* Exercise:
State the number of lines in the material below that hold "Braun", and add nothing to it.

* Records for this task:
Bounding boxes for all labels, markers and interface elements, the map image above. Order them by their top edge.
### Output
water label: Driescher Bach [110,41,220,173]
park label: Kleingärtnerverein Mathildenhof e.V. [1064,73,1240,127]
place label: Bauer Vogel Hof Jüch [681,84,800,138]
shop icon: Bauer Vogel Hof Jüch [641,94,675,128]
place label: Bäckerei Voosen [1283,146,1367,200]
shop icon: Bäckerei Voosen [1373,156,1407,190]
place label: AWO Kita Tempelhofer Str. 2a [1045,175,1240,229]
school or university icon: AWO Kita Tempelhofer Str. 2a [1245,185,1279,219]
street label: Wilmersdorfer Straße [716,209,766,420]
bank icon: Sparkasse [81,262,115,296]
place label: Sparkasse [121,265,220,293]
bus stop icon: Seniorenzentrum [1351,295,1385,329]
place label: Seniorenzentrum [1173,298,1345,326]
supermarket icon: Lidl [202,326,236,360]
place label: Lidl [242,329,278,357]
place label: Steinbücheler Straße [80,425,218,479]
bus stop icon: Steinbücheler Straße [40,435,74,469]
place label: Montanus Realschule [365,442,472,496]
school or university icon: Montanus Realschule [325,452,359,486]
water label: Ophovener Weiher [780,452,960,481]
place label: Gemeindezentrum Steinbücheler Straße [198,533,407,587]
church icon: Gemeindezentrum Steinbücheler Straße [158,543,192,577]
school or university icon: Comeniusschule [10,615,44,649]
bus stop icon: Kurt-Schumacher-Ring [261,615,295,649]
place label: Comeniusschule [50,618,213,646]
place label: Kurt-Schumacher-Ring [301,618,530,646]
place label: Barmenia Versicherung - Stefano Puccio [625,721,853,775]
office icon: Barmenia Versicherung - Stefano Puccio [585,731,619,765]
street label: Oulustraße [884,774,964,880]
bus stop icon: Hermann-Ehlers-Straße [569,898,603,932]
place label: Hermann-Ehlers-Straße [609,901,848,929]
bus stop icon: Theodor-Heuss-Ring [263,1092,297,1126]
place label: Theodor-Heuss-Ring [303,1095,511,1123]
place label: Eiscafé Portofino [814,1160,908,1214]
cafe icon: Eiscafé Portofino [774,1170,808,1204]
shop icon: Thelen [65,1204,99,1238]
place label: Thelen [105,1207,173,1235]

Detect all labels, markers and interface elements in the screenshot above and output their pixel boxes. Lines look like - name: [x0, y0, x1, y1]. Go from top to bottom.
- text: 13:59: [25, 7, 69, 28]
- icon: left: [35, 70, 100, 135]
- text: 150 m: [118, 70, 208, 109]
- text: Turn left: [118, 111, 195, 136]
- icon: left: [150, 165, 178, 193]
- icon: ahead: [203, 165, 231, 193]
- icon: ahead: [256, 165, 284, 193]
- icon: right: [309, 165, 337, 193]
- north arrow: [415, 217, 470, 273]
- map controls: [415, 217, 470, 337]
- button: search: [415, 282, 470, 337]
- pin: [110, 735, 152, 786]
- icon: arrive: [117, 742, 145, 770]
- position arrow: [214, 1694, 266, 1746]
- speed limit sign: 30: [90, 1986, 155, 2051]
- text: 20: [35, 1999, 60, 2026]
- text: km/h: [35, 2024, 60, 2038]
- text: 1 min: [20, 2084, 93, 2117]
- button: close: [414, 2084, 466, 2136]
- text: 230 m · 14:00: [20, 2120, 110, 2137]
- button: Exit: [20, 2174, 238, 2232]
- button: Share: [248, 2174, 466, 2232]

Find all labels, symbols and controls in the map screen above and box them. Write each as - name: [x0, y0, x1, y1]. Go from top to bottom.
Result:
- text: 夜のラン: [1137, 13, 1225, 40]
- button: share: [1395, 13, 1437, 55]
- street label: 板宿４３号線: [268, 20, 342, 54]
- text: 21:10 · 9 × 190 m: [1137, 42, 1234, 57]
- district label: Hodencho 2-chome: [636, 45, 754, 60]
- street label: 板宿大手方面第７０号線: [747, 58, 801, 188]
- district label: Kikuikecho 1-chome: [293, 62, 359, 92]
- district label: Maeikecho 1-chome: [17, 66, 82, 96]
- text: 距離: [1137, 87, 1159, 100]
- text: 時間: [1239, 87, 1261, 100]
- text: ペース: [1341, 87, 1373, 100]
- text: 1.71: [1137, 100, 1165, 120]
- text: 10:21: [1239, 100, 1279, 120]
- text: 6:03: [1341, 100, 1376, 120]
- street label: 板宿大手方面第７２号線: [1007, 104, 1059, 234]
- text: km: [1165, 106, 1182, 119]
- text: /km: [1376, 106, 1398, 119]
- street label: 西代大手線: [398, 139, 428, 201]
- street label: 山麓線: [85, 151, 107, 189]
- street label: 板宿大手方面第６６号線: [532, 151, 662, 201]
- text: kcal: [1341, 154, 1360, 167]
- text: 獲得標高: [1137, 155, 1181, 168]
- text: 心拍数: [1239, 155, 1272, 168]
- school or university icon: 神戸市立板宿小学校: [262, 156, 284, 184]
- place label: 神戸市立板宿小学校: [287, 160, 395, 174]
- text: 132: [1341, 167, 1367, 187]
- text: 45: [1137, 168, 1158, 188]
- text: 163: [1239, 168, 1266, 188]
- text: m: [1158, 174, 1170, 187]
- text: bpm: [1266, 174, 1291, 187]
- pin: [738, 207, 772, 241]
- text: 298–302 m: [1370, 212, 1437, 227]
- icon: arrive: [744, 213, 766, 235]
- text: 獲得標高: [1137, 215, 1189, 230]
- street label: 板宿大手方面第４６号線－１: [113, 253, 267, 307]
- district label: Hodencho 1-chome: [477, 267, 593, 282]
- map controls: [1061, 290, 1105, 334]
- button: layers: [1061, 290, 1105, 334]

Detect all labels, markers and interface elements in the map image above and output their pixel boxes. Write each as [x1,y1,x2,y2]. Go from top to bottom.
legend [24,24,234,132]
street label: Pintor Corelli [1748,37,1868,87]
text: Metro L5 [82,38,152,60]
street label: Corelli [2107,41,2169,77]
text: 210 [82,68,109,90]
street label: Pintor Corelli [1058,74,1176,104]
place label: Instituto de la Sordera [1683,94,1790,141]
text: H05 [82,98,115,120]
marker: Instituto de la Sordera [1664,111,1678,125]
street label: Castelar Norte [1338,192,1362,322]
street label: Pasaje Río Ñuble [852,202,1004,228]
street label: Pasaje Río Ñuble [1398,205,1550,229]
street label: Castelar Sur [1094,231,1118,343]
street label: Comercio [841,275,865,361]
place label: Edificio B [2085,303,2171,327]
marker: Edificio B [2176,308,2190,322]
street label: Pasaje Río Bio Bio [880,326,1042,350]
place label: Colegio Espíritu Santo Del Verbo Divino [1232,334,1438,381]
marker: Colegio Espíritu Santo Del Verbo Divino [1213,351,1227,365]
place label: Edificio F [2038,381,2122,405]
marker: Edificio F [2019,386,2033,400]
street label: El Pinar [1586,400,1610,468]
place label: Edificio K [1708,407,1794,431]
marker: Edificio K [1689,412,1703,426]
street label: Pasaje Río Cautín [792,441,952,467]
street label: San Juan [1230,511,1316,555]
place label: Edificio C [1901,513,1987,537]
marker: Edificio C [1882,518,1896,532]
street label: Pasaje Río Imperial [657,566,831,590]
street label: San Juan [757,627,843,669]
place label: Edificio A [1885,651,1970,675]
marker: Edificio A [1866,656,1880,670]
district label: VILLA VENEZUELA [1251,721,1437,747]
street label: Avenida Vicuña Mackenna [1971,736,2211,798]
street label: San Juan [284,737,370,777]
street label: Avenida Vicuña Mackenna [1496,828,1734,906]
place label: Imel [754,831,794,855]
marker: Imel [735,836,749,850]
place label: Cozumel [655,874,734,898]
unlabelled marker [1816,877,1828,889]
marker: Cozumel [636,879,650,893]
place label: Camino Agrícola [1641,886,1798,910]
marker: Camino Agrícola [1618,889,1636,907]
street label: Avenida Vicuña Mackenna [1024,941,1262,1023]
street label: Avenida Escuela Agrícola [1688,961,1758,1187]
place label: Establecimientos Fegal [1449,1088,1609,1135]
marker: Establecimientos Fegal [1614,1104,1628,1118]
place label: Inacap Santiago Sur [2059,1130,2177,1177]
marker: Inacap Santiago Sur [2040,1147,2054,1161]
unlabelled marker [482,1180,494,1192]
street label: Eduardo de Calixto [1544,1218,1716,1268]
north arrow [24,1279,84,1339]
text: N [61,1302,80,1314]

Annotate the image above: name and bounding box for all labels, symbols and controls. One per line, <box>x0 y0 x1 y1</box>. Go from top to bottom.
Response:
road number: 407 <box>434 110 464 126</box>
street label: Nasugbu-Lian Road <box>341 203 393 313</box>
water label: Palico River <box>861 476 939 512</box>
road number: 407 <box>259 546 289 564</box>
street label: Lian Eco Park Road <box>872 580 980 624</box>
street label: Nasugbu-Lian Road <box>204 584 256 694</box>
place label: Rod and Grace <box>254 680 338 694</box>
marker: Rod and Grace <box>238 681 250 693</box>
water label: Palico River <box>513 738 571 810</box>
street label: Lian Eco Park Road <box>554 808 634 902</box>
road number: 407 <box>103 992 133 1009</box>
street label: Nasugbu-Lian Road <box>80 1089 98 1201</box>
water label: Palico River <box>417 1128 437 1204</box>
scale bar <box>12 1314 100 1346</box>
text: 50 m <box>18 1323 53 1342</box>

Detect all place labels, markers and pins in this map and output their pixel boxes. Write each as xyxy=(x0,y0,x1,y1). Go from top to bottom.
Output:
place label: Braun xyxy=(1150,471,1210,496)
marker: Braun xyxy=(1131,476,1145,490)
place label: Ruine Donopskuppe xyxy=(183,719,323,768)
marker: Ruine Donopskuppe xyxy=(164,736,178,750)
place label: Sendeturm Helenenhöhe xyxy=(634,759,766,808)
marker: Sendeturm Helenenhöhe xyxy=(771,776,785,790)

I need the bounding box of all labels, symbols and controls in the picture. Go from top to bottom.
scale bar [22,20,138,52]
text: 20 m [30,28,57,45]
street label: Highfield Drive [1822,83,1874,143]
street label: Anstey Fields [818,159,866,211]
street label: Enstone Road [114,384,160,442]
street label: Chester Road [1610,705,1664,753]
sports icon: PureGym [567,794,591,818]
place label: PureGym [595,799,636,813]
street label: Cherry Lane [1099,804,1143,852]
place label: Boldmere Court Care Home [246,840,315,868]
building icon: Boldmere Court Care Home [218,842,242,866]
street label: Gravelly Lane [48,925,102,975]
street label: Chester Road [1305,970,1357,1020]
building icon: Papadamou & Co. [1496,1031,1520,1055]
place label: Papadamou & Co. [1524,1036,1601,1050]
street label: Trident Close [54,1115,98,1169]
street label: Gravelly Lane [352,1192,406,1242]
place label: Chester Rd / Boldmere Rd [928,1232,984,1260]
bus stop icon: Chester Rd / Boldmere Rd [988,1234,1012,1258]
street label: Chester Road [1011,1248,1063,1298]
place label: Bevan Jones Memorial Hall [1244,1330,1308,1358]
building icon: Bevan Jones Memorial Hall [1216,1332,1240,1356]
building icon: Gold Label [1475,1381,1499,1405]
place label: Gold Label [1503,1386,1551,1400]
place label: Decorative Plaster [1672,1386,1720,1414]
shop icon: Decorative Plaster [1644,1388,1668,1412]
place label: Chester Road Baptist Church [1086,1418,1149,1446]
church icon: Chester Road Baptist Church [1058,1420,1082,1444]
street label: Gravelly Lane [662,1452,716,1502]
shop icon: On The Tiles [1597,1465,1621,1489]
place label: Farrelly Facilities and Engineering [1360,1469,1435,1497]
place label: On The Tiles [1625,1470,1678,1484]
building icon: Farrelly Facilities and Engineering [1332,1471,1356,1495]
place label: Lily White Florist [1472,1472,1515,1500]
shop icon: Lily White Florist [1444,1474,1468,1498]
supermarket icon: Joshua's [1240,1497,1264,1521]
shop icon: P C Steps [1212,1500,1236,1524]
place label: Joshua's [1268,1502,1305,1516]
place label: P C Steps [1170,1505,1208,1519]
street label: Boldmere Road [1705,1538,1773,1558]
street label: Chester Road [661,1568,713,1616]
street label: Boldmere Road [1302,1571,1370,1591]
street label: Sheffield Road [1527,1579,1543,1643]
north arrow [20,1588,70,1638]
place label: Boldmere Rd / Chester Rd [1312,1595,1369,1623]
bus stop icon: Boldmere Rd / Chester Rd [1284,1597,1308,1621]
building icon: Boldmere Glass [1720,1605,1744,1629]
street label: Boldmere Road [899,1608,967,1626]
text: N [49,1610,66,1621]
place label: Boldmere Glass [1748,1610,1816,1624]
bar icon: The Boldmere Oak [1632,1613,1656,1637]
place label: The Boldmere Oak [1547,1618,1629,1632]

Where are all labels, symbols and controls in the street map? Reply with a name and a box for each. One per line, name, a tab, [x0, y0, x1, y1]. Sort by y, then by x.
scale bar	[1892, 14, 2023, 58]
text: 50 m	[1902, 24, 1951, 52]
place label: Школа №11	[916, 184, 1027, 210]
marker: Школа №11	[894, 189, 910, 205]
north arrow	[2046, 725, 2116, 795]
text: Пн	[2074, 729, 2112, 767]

* Written reply:
2